The recent Silveira decisions show six federal appellate judges adopting the view of the Silveira supporters on standing, individual rights, and incorporation. Only one took a pot shot at AW. That is six more than the NRA has persuaded lately.

The smart money is on the Supreme Court taking a similar approach to that of Judges Kozinski, Gould, and Kleinfeld, as well as the Emerson judges and leaving the AW issues for trial. There is no record or evidence on AW at this stage.


Michel is not what you would call a gifted progressive insightful constitutional scholar. He's there in San Pedro knocking out the hours for his Masters. A few law professors may agree with him. Others disagree. None go to him for ideas or advice.


The closer you are to the Court, the more you realize these are new questions for them, but the arguments for a strong RTKBA are powerful, persuasive, and well documented. NRA simply never figured out how to do this.

NRA supported Emerson despite the underlying facts, and the mediocre cert petition coming out of Lubbok hardy raised the Second Amendment, mainly the losing commerce clause arguments.

With Silveira there has been a great deal of time to prepare thoroughly. Unfortunately, NRA has not used that time wisely or at all, but is still preaching worn out negativism.


A strong RTKBA is a concept whose time has come. Unfortunately, NRA is far behind. They are deceiving their members also and trying to raise money using Silveira. That may be telemarketing fraud. Nordyke did not even raise the Second Amendment issues, and is a narrow equal protection case. NRA likes the case because they think they can control the lawyer handling it.

The strongest reason for supporting Silveira is that it raises the important 2A issues very thoroughly in an appeal from a decision written by Judge Reinhardt. It's hard to say whether Reinhardt or Michel is most off base, but the two are in bed together and with Sarah Brady, so to speak.





Thursday, May 08, 2003

Eugene Volokh raises some very interesting points about what standards are used to determine if a law is constitutional.
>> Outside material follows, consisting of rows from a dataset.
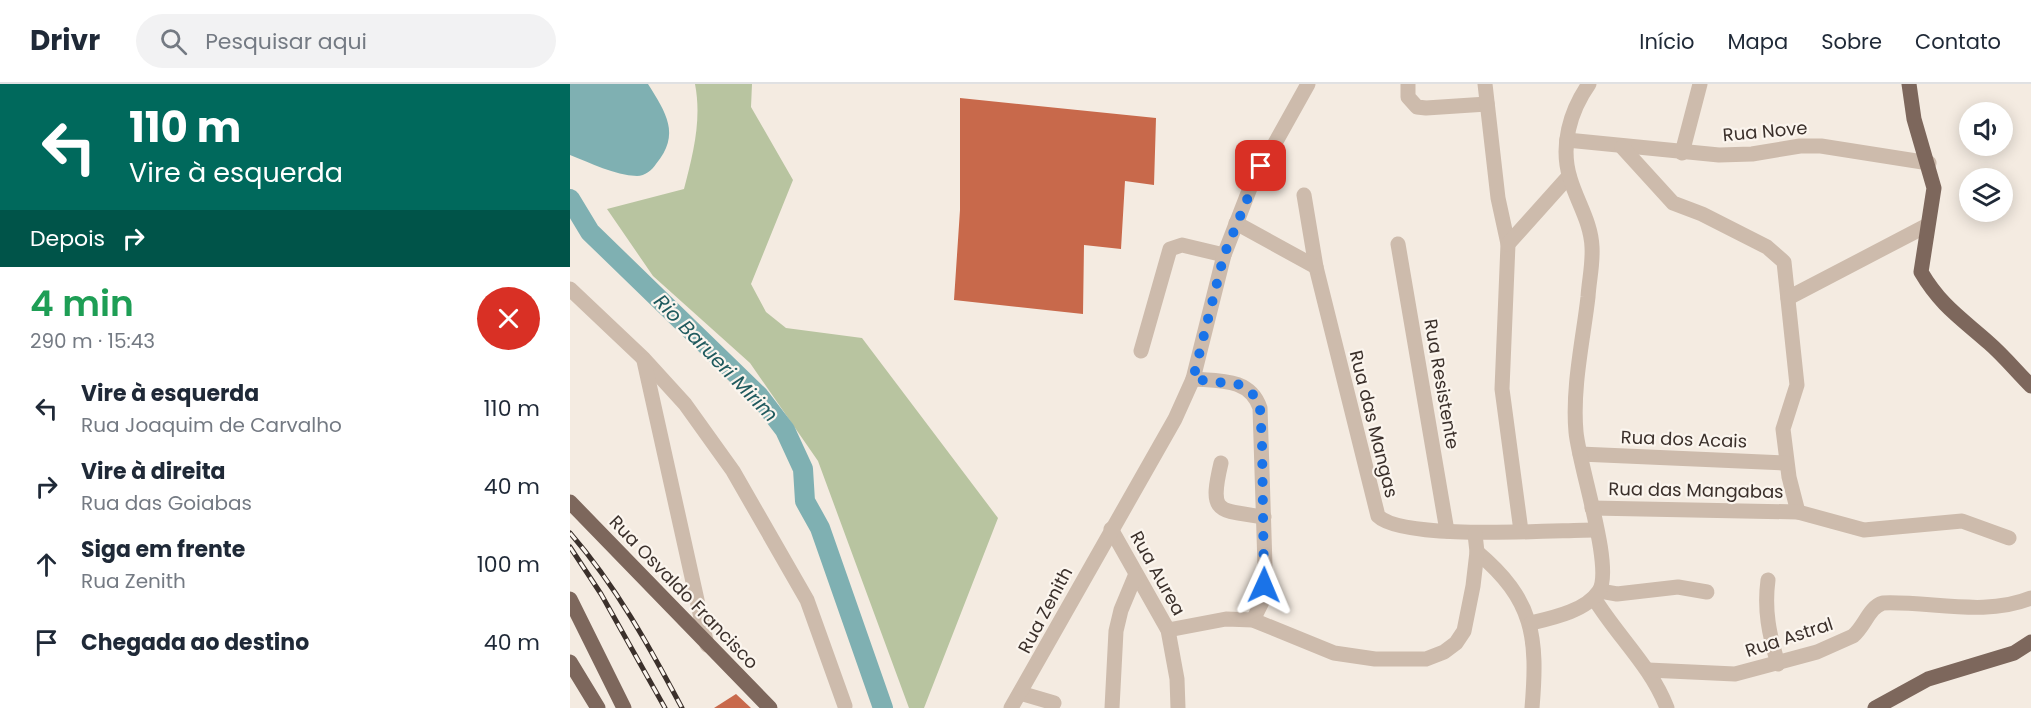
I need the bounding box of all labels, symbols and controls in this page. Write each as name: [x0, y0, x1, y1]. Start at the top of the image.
search box: [136, 14, 556, 68]
text: Drivr: [30, 21, 100, 60]
icon: search: [157, 25, 190, 58]
text: Pesquisar aqui: [205, 26, 367, 57]
text: Início: [1639, 27, 1694, 56]
text: Mapa: [1727, 27, 1788, 56]
text: Sobre: [1821, 27, 1882, 56]
text: Contato: [1915, 27, 2001, 56]
text: 110 m: [129, 98, 241, 157]
map controls: [1959, 102, 2013, 222]
button: sound: [1959, 102, 2013, 156]
icon: left: [30, 108, 108, 186]
street label: Rua Nove: [1722, 115, 1808, 147]
pin: [1235, 140, 1286, 191]
icon: arrive: [1244, 149, 1277, 182]
text: Vire à esquerda: [129, 154, 343, 191]
button: layers: [1959, 168, 2013, 222]
icon: right: [117, 222, 150, 255]
text: Depois: [30, 223, 105, 254]
text: 4 min: [30, 278, 134, 329]
button: close: [477, 287, 540, 350]
water label: Rio Barueri Mirim: [648, 288, 784, 428]
street label: Rua Resistente: [1418, 317, 1466, 451]
text: 290 m · 15:43: [30, 327, 155, 355]
street label: Rua das Mangas: [1344, 348, 1404, 500]
text: Vire à esquerda: [81, 378, 259, 409]
icon: left: [30, 392, 63, 425]
text: 110 m: [484, 393, 540, 424]
text: Rua Joaquim de Carvalho: [81, 411, 342, 439]
street label: Rua dos Acais: [1620, 424, 1748, 454]
text: Vire à direita: [81, 456, 226, 487]
icon: right: [30, 470, 63, 503]
text: 40 m: [484, 471, 540, 502]
street label: Rua das Mangabas: [1608, 476, 1784, 504]
text: Rua das Goiabas: [81, 489, 252, 517]
street label: Rua Osvaldo Francisco: [604, 510, 764, 674]
street label: Rua Aurea: [1124, 526, 1192, 620]
text: Siga em frente: [81, 534, 245, 565]
icon: ahead: [30, 548, 63, 581]
text: 100 m: [477, 549, 540, 580]
position arrow: [1232, 553, 1296, 617]
street label: Rua Zenith: [1012, 562, 1078, 658]
text: Rua Zenith: [81, 567, 186, 595]
street label: Rua Astral: [1742, 611, 1836, 663]
icon: arrive: [30, 626, 63, 659]
text: Chegada ao destino: [81, 627, 309, 658]
text: 40 m: [484, 627, 540, 658]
The gist of it is that there are different standards for different situations, some being subject to stricter scrutiny than others. He therefore concludes that the 'strict scrutiny' test may not necessarily be applied to cases involving the Right to Arms.

Prof. Volokh has stated before that he does not think (but is not positive) that the [federal] assault weapons ban violates the second amendment due to its narrow scope. If the ban were broader & prohibited more arms or more types of arms then perhaps it would, but he reasons that because it does not affect the ability of the populace to have arms then it is perhaps constitutional.
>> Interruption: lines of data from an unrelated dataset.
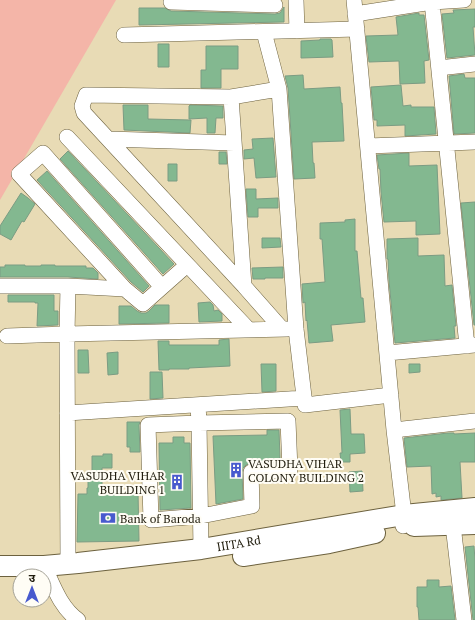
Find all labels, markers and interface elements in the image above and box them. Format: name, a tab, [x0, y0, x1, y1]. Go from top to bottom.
place label: VASUDHA VIHAR COLONY BUILDING 2	[248, 456, 364, 485]
building icon: VASUDHA VIHAR COLONY BUILDING 2	[227, 461, 245, 479]
place label: VASUDHA VIHAR BUILDING 1	[71, 468, 165, 497]
building icon: VASUDHA VIHAR BUILDING 1	[168, 473, 186, 491]
bank icon: Bank of Baroda	[99, 509, 117, 527]
place label: Bank of Baroda	[120, 511, 201, 526]
street label: IIITA Rd	[215, 532, 262, 554]
north arrow	[12, 568, 52, 608]
text: उ	[29, 571, 36, 585]

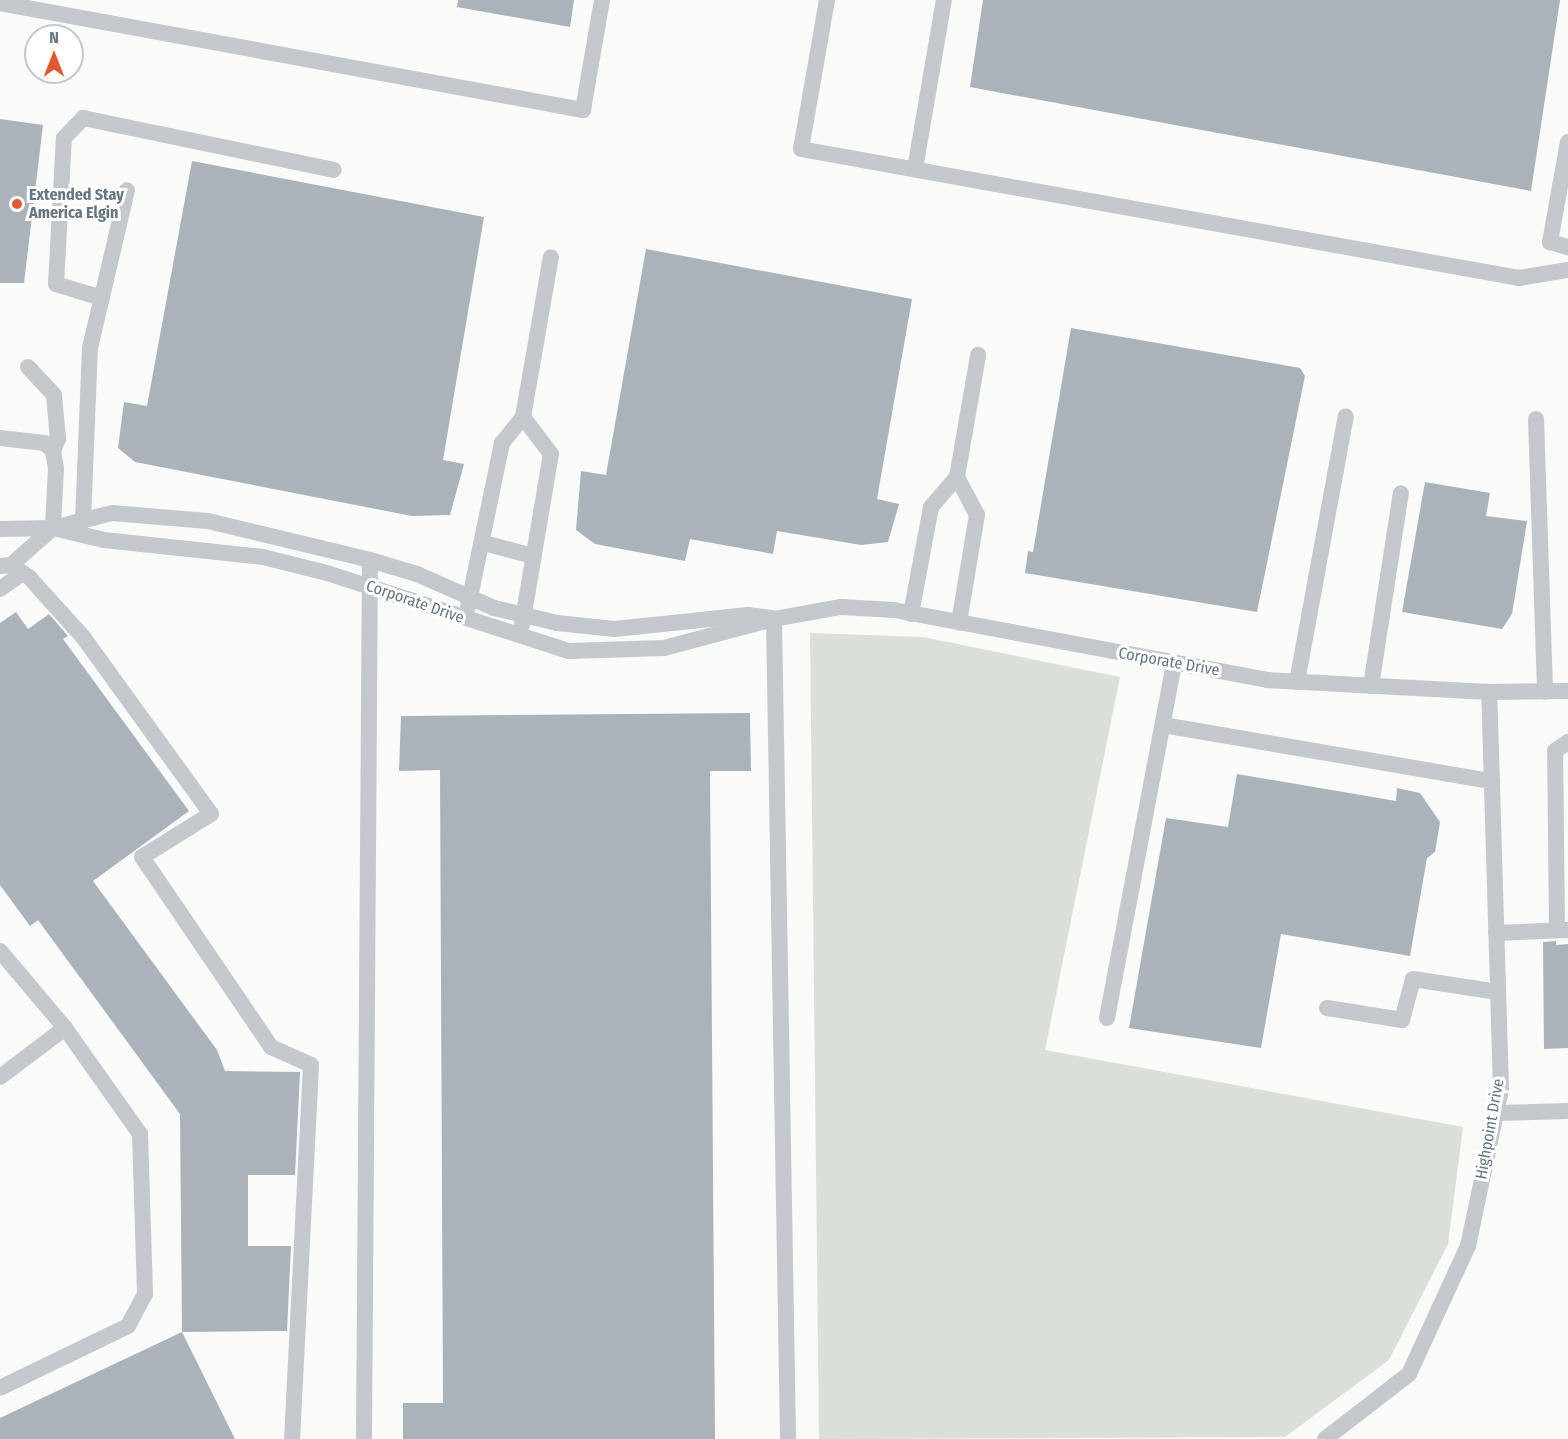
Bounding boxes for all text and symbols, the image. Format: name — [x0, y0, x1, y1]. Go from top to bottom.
north arrow — [24, 24, 84, 84]
text: N — [49, 28, 59, 47]
place label: Extended Stay America Elgin — [29, 185, 124, 223]
marker: Extended Stay America Elgin — [10, 197, 24, 211]
street label: Corporate Drive — [364, 576, 466, 628]
street label: Corporate Drive — [1117, 644, 1221, 680]
street label: Highpoint Drive — [1472, 1077, 1508, 1181]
So let's explore this subject.

I do not question Prof. Volokh's understanding of how tests are applied in matters of law to determine whether or not they comply with the constitution. What I do question, as many others probably do, are the specific tests applied to specific laws. While it is true that different interests exist that cannot necessarily be addressed by one static rule I think there is a static rule which can be applicable in most cases: "Is the governments interest so compelling that it merits the restriction or prohibition of a fundamental Right?"
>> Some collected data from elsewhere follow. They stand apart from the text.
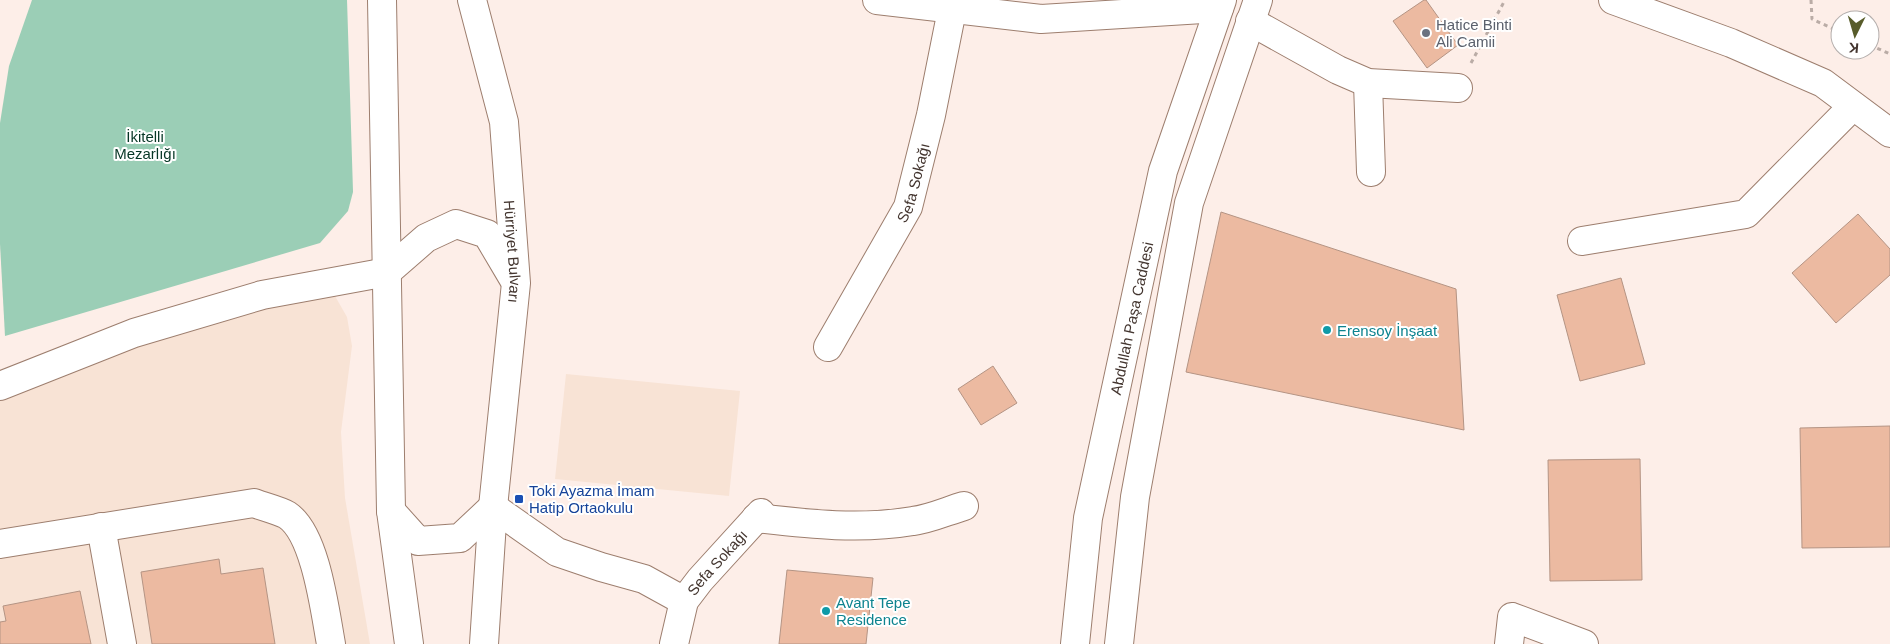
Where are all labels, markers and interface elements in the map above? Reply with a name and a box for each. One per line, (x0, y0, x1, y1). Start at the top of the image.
north arrow (1830, 10, 1880, 60)
place label: Hatice Binti Ali Camii (1436, 16, 1512, 50)
marker: Hatice Binti Ali Camii (1420, 27, 1432, 39)
text: K (1848, 40, 1860, 56)
park label: İkitelli Mezarlığı (114, 128, 176, 162)
street label: Sefa Sokağı (893, 141, 932, 225)
street label: Hürriyet Bulvarı (501, 199, 525, 304)
street label: Abdullah Paşa Caddesi (1106, 240, 1156, 396)
place label: Erensoy İnşaat (1337, 322, 1438, 339)
marker: Erensoy İnşaat (1321, 324, 1333, 336)
place label: Toki Ayazma İmam Hatip Ortaokulu (529, 482, 655, 516)
marker: Toki Ayazma İmam Hatip Ortaokulu (513, 493, 525, 505)
street label: Sefa Sokağı (683, 526, 750, 598)
place label: Avant Tepe Residence (836, 594, 911, 628)
marker: Avant Tepe Residence (820, 605, 832, 617)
In order to apply this rule we have to determine what constitutes a fundamental Right, & whether all aspects of the actions used to exercise that Right are considered to be part of the Right itself, or merely separate but closely related actions. I refer you back to an earlier post in which I argue that the Right to Arms is in fact absolute.

In this case we should examine the Right to Arms & how 'assault weapons' may or may not be necessary to the exercise of this Right. But first let’s look at what ‘assault weapons’ are.

Assault weapons by practical definition are shoulder fired weapons, firing a medium-powered cartridge, capable of fully automatic fire & are of a handy size (i.e. having a barrel shorter than 20" or so). The phrase was first used by Adolf Hitler in describing a new weapon (the SturmGewehr 44) designed for use on the eastern Front in WW2.
The legal definition of assault weapon is not dependant upon mechanical function as the practical definition is. Instead it relies strictly upon cosmetic features (with the exception of ammunition feeding devices) to determine a weapons' status.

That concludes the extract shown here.